A scanso di equivoci, Locatelli non è un fuoriclasse e mai lo sarà, ma è un giocatore utilissimo e preziosissimo per le sue caratteristiche: non è euclideo, non è in grado di dare del «tu» al pallone, tantomeno di farlo «cantare», però è abilissimo nelle letture tattiche, soprattutto in fase di non possesso, nello schermare, nel chiudere le linee di passaggio e nell’avviare le transizioni positive con buonissima qualità. Inoltre, dispone di ottime doti fisiche e atletiche che lo rendono una pedina di notevole sostanza, suo punto di forza abbinato a una toccante generosità.
Spesso, in particolar modo da vari addetti ai lavori, è stato giustamente criticato per delle prestazioni al di sotto della sufficienza. Ma in molte altre occasioni, vergognosamente, è stato dileggiato da quelli che non hanno mai giocato a calcio neppure in strada o in spiaggia.
In realtà, il motivo principale del suo rinnovo è legato al senso di appartenenza, all’attaccamento alla maglia e alla juventinità che il numero 5 di Madama ha sempre dimostrato nel corso di questi cinque anni. Naturalmente, oltre alla sua ferma volontà di continuare a vestire la tanto agognata e gloriosa divisa bianconera.

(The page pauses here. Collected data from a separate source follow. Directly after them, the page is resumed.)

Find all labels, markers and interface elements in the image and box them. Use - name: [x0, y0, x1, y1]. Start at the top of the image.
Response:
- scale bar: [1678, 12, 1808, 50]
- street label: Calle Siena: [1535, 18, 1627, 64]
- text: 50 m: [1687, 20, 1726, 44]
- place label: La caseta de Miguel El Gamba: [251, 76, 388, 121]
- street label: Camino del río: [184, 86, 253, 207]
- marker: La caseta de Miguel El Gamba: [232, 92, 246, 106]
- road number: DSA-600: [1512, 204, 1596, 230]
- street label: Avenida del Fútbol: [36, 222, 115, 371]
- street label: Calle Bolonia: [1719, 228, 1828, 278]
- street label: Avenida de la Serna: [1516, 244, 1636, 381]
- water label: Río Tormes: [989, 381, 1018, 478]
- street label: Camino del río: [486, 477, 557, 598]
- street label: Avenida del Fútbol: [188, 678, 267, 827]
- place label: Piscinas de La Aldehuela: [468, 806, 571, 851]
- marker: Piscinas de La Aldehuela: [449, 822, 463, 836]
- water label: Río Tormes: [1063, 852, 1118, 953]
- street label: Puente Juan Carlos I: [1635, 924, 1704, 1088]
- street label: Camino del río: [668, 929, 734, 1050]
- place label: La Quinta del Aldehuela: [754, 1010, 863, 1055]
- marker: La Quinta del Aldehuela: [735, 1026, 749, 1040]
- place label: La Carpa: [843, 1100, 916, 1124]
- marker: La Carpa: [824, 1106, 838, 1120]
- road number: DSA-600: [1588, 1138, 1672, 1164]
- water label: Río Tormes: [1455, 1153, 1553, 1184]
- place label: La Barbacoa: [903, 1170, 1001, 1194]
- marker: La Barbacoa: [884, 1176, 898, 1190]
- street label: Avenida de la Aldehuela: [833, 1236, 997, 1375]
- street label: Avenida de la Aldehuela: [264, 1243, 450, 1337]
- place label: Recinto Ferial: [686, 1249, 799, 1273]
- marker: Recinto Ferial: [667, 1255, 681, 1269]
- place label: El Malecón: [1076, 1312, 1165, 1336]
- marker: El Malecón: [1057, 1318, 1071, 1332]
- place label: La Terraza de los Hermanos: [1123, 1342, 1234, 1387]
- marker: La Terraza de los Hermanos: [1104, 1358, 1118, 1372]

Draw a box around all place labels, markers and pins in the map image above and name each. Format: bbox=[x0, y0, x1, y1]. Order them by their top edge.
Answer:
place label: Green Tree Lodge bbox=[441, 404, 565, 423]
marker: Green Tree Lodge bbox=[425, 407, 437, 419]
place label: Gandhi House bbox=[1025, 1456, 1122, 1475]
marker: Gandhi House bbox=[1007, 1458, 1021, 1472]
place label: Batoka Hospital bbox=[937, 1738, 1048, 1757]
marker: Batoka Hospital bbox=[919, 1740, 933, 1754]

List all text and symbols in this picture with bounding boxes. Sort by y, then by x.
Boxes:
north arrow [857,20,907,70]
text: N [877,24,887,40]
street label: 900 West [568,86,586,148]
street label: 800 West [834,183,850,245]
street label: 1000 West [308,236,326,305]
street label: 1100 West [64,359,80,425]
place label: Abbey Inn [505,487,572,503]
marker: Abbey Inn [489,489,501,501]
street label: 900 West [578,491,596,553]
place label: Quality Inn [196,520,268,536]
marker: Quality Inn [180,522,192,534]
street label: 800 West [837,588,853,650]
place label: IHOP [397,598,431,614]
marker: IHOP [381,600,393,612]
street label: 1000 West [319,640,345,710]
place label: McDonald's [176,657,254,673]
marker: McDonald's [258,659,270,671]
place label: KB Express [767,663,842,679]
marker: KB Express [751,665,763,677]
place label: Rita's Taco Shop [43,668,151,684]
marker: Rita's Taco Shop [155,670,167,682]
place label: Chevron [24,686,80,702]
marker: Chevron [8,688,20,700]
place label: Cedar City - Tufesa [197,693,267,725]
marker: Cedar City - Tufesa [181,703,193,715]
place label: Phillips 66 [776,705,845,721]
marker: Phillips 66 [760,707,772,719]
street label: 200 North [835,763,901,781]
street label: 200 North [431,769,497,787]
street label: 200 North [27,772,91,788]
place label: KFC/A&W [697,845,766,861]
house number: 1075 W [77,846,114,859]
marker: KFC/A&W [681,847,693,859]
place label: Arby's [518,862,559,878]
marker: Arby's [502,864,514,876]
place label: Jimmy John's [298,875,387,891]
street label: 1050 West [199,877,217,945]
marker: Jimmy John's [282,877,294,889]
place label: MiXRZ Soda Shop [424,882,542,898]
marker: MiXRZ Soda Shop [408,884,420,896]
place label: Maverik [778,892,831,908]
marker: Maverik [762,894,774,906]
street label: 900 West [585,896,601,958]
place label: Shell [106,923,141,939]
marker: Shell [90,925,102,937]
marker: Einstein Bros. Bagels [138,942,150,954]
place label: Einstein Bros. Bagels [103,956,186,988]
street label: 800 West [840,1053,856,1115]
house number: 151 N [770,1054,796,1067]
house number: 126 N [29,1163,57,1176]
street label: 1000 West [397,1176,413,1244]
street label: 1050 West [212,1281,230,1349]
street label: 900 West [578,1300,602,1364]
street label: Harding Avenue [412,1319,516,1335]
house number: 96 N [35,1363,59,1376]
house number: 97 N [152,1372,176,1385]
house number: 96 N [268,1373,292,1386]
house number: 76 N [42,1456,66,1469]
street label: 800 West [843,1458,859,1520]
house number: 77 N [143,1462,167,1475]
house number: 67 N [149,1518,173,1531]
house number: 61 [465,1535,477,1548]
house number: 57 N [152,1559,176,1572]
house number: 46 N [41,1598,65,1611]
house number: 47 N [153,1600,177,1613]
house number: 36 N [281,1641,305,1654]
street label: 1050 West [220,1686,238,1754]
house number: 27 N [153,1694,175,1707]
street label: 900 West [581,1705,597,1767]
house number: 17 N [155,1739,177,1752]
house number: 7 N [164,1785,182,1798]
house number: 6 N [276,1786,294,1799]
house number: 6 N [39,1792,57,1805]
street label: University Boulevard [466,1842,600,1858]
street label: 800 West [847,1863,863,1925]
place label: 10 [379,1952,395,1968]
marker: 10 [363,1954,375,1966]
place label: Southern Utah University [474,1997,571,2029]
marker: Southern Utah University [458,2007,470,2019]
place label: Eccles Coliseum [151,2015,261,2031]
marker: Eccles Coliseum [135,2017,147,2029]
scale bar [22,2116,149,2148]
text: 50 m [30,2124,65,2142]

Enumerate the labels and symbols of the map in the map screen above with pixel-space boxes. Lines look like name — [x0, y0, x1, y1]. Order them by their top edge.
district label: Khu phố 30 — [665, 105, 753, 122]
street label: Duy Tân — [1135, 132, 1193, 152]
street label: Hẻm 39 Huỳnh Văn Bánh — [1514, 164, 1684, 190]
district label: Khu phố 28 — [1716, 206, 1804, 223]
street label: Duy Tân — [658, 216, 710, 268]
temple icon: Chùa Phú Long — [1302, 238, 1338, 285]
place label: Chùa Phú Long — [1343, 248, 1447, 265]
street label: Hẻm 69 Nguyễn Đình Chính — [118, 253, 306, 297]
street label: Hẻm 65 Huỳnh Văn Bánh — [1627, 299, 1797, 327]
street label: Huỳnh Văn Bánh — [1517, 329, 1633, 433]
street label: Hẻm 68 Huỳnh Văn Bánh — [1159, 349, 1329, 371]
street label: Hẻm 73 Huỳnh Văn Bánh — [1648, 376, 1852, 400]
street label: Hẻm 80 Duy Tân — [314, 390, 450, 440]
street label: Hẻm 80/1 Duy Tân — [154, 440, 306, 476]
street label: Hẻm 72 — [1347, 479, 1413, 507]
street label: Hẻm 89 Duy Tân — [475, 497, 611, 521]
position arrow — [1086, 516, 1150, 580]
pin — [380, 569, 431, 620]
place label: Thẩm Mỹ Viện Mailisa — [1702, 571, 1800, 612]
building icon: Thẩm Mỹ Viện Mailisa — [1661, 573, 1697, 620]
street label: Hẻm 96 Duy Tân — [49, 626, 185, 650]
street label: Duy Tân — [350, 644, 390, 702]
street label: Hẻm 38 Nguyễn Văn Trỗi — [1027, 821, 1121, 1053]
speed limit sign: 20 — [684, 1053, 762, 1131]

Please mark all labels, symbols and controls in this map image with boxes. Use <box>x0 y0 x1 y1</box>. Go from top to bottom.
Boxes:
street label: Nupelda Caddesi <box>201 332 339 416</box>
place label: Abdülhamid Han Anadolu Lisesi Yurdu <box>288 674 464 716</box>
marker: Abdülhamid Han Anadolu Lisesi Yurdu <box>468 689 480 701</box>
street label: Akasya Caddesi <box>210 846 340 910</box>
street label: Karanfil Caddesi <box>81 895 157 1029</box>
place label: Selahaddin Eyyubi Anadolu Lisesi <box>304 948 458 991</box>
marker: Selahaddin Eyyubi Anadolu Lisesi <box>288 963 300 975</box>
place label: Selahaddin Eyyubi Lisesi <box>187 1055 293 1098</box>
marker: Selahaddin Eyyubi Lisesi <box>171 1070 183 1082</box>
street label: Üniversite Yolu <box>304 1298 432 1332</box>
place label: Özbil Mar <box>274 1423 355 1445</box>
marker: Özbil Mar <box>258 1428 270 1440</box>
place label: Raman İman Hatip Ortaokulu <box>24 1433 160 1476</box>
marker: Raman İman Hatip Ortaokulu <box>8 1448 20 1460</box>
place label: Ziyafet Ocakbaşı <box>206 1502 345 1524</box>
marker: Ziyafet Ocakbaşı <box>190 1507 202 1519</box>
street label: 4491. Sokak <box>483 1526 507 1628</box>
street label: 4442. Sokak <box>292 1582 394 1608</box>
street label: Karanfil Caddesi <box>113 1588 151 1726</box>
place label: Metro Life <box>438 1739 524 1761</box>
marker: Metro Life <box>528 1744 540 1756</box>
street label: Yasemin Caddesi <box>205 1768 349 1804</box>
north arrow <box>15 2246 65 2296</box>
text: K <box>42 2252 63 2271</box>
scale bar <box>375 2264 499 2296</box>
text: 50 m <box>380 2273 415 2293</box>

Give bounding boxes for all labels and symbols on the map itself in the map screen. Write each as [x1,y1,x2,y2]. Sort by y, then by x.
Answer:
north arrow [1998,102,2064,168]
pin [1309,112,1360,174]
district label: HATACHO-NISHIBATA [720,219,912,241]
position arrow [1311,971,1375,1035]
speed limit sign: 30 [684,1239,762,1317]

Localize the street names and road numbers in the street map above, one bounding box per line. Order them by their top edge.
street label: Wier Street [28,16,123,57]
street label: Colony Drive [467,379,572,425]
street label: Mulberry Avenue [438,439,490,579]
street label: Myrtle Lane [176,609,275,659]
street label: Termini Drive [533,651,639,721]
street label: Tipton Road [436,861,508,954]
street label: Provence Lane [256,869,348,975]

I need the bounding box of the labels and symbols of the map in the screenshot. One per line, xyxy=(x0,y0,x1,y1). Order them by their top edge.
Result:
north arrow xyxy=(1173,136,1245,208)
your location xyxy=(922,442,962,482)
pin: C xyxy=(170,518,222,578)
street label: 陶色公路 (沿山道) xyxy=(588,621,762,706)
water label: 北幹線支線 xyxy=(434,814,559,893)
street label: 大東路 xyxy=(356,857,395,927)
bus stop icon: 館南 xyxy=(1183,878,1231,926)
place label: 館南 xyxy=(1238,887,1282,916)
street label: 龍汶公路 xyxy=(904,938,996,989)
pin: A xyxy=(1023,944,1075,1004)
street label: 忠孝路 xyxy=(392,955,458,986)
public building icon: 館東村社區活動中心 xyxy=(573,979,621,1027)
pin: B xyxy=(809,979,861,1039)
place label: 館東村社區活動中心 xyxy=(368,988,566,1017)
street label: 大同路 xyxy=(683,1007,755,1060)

Ora, finalmente, la sua firma è arrivata. Il suo desiderio di restare alla corte della Vecchia Signora si è realizzato. Ma adesso l’ex Milan e Sassuolo dovrà dimostrare al 100% di saper reggere il peso di questa maglia, dovrà essere un irrinunciabile punto di riferimento per tutti i suoi compagni di squadra. Un porto sicuro nei momenti di difficoltà, un capitano affidabile e coraggioso sul quale puntare sempre, senza «se» e senza «ma». Un leader in campo e fuori, un uomo vero e un vero uomo.
Uno sposo fedele innamoratissimo della Juve, quella famiglia con cui vivrà ancora la storia di un grande amore.